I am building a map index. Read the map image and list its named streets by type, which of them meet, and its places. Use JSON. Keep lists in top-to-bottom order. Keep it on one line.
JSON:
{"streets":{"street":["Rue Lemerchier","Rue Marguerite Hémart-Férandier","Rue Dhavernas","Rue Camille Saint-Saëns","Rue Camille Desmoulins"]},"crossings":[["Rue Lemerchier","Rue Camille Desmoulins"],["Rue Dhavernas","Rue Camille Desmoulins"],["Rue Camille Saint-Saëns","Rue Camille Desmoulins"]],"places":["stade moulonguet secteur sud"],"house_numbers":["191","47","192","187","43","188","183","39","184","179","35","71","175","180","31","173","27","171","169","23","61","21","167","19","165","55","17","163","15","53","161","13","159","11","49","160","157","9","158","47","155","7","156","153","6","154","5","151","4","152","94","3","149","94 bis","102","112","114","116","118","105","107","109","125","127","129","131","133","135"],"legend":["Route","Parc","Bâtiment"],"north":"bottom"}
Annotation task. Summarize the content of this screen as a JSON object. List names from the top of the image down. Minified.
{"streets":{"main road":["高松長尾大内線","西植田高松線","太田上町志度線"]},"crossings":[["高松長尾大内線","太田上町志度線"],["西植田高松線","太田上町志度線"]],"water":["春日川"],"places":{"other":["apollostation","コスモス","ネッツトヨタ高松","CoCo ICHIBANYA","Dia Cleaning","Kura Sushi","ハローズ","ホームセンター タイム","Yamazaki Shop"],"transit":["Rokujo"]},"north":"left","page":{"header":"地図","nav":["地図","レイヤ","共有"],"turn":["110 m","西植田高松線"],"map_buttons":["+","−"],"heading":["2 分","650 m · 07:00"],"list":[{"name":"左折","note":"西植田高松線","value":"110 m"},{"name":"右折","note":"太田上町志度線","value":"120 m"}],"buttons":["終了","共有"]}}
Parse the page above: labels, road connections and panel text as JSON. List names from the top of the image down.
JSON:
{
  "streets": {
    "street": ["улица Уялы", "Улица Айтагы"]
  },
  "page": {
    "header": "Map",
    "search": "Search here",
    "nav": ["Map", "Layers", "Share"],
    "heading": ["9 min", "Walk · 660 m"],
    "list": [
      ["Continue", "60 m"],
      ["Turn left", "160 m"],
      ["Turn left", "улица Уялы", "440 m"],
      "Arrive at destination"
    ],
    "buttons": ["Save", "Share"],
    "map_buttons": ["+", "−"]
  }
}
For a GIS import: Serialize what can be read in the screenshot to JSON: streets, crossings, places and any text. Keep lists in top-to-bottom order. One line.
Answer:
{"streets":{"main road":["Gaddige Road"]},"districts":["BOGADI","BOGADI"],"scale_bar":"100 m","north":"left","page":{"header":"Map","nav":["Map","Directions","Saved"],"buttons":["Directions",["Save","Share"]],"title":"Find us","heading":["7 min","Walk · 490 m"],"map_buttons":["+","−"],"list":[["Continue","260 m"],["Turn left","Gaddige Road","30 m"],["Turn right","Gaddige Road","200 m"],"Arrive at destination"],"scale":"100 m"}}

-=-=-

• [WORK REQUIRED]: Every line holding the string "text" should be copied here, so please find those lines in the data.

• [TASK RESULT]:
Parse the page above: labels, road connections and panel text as JSON. List names from the top of the image down.
For a GIS import: Serialize what can be read in the screenshot to JSON: streets, crossings, places and any text. Keep lists in top-to-bottom order. One line.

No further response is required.